-- Exercise details --
Start with the first line of the records below. Output each line exactly, ending with the one that contains "position:absolute; left:582px; top:550px;".

-- Dataset excerpts --
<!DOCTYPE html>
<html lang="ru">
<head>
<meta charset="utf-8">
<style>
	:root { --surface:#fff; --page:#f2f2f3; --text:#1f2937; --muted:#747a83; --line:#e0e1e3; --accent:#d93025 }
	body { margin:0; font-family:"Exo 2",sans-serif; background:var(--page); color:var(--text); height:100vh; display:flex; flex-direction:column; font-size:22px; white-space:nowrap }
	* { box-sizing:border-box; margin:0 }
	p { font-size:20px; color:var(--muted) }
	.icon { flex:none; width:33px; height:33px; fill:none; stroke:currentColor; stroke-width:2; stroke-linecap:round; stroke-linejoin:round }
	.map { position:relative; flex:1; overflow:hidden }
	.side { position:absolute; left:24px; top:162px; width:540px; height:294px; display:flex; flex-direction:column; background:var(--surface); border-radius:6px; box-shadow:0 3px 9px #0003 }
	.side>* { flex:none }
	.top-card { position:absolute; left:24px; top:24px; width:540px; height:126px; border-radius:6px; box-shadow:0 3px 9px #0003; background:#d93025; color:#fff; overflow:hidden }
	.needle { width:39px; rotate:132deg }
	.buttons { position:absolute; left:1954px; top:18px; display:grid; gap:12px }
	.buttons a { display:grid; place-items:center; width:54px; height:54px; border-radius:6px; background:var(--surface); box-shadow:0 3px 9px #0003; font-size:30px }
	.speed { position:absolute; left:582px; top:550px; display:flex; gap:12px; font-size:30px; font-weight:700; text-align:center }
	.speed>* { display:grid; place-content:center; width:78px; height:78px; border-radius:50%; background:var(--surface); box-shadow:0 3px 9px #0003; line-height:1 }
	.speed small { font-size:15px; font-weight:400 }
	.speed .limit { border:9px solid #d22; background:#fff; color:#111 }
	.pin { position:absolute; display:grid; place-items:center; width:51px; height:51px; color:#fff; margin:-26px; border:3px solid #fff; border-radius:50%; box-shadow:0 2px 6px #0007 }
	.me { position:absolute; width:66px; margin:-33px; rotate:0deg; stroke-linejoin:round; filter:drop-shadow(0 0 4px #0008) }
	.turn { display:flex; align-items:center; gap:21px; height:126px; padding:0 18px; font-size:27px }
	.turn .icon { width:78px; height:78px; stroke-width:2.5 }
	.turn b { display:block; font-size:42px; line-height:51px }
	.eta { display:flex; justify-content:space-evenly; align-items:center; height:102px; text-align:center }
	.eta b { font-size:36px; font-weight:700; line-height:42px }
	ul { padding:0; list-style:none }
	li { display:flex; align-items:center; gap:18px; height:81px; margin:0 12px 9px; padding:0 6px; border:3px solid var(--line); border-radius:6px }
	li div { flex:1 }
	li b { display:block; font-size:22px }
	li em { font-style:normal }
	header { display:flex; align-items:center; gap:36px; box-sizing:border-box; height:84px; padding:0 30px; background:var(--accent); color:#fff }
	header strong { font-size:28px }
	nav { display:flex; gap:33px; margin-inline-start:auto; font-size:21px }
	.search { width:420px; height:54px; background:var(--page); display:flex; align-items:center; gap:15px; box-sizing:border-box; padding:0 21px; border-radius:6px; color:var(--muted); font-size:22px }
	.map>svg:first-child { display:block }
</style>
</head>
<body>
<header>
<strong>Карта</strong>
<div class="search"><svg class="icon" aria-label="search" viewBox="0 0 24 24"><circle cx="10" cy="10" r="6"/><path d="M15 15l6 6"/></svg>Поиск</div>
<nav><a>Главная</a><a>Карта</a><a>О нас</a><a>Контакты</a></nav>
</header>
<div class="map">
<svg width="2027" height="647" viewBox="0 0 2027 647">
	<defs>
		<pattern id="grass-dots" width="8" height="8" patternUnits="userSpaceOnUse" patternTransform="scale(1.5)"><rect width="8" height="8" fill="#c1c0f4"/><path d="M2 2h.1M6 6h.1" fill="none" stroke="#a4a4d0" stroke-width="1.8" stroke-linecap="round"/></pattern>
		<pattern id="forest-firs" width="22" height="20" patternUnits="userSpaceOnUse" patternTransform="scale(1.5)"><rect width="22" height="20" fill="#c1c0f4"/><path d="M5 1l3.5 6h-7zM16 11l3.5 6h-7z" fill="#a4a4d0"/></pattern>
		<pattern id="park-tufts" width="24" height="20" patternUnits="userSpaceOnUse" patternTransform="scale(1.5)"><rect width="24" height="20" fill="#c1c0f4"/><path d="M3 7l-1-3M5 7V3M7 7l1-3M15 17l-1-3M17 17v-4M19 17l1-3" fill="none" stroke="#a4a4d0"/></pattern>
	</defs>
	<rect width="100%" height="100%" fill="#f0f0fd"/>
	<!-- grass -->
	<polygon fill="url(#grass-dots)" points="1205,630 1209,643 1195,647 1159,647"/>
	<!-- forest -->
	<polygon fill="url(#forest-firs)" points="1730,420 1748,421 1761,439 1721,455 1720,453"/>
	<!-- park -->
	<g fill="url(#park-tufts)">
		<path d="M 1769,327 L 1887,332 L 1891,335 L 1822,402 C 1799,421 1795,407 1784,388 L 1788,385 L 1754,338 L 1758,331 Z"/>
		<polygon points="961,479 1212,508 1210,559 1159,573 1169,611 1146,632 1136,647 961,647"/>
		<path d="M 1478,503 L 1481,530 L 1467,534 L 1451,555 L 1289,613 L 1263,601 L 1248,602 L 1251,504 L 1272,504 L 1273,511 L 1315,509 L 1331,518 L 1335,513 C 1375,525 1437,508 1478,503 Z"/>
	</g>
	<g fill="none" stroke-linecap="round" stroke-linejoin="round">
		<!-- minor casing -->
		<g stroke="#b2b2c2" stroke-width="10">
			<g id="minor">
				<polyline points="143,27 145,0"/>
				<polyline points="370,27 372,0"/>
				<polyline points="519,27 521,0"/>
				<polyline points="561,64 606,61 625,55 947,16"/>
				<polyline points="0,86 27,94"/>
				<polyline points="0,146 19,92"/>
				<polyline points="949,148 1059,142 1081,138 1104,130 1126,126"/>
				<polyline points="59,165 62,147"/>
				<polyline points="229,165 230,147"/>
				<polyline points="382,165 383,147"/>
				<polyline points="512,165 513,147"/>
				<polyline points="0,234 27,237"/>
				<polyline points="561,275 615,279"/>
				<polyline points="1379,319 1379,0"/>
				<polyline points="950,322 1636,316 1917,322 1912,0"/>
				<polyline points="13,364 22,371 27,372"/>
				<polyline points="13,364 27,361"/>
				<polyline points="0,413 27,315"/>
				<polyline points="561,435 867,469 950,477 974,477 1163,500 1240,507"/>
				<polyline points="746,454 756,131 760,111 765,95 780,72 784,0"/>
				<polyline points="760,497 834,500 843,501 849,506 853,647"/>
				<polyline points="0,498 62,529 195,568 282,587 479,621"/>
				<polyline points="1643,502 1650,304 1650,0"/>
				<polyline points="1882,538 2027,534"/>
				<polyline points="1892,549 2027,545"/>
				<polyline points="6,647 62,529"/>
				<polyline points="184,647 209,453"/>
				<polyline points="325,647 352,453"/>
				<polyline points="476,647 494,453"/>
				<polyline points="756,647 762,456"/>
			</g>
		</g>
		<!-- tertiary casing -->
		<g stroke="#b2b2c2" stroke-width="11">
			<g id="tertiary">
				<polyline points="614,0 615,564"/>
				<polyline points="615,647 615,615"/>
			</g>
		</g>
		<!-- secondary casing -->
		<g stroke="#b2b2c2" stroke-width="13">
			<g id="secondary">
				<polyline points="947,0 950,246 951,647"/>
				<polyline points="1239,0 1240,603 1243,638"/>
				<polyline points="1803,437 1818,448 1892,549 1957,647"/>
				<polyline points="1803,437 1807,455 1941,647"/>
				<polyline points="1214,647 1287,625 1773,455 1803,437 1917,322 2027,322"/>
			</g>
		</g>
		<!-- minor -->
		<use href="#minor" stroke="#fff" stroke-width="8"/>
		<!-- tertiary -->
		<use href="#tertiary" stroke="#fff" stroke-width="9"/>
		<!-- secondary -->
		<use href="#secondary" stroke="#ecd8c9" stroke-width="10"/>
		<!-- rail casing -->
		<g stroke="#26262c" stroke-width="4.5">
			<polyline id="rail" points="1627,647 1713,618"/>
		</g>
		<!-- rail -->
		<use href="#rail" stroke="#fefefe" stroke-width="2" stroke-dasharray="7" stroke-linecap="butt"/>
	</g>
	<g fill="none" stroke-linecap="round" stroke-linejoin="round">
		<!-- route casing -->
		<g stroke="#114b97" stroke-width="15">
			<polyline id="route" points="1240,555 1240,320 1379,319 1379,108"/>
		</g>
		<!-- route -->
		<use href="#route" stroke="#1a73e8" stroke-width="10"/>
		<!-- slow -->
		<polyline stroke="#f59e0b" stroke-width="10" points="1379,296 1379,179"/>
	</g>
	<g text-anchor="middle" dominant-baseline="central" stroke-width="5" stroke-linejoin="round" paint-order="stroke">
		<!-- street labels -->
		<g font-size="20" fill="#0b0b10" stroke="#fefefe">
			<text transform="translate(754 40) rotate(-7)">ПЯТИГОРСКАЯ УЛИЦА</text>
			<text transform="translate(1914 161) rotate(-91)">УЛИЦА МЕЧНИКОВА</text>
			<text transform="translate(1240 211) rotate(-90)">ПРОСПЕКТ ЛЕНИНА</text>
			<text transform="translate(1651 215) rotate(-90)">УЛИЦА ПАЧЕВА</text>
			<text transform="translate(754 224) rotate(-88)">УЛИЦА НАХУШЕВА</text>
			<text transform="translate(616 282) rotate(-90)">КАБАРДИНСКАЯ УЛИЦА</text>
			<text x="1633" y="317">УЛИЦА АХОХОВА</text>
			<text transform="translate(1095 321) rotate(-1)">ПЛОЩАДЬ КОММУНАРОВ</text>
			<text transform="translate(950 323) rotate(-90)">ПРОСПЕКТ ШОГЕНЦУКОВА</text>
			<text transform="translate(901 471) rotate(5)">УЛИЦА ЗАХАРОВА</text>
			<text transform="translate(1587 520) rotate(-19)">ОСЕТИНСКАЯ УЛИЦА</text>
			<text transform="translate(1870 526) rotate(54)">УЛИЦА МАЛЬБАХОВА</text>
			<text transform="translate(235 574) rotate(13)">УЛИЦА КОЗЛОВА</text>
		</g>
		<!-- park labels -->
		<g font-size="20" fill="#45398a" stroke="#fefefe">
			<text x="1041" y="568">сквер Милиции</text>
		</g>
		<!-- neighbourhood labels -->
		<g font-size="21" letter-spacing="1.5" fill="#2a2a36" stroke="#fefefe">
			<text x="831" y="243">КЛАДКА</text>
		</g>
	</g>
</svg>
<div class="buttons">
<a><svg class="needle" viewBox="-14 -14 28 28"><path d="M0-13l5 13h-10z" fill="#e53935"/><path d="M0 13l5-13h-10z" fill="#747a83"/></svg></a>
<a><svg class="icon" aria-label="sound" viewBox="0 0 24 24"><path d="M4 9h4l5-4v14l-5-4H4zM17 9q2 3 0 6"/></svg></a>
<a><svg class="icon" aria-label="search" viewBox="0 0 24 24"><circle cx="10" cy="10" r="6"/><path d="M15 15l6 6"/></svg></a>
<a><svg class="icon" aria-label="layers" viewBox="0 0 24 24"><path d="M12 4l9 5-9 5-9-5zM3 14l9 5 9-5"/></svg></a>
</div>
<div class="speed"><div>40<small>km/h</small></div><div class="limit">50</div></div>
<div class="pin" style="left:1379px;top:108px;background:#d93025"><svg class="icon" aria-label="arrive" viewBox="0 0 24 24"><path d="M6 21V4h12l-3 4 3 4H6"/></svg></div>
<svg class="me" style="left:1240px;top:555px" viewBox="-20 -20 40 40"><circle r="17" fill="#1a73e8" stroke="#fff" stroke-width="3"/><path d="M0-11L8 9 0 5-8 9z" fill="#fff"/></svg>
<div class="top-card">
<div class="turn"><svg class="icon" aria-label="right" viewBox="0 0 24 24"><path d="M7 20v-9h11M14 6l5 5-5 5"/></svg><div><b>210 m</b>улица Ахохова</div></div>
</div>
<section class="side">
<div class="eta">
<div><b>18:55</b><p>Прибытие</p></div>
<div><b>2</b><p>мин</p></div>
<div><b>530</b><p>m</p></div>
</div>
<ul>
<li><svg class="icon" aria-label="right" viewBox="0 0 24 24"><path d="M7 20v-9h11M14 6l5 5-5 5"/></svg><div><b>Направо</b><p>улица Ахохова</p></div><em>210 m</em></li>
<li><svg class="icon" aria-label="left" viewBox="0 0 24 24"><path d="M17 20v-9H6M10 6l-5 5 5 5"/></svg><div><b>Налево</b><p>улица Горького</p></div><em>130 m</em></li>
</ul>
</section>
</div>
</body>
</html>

-- Expected answer --
<!DOCTYPE html>
<html lang="ru">
<head>
<meta charset="utf-8">
<style>
	:root { --surface:#fff; --page:#f2f2f3; --text:#1f2937; --muted:#747a83; --line:#e0e1e3; --accent:#d93025 }
	body { margin:0; font-family:"Exo 2",sans-serif; background:var(--page); color:var(--text); height:100vh; display:flex; flex-direction:column; font-size:22px; white-space:nowrap }
	* { box-sizing:border-box; margin:0 }
	p { font-size:20px; color:var(--muted) }
	.icon { flex:none; width:33px; height:33px; fill:none; stroke:currentColor; stroke-width:2; stroke-linecap:round; stroke-linejoin:round }
	.map { position:relative; flex:1; overflow:hidden }
	.side { position:absolute; left:24px; top:162px; width:540px; height:294px; display:flex; flex-direction:column; background:var(--surface); border-radius:6px; box-shadow:0 3px 9px #0003 }
	.side>* { flex:none }
	.top-card { position:absolute; left:24px; top:24px; width:540px; height:126px; border-radius:6px; box-shadow:0 3px 9px #0003; background:#d93025; color:#fff; overflow:hidden }
	.needle { width:39px; rotate:132deg }
	.buttons { position:absolute; left:1954px; top:18px; display:grid; gap:12px }
	.buttons a { display:grid; place-items:center; width:54px; height:54px; border-radius:6px; background:var(--surface); box-shadow:0 3px 9px #0003; font-size:30px }
	.speed { position:absolute; left:582px; top:550px; display:flex; gap:12px; font-size:30px; font-weight:700; text-align:center }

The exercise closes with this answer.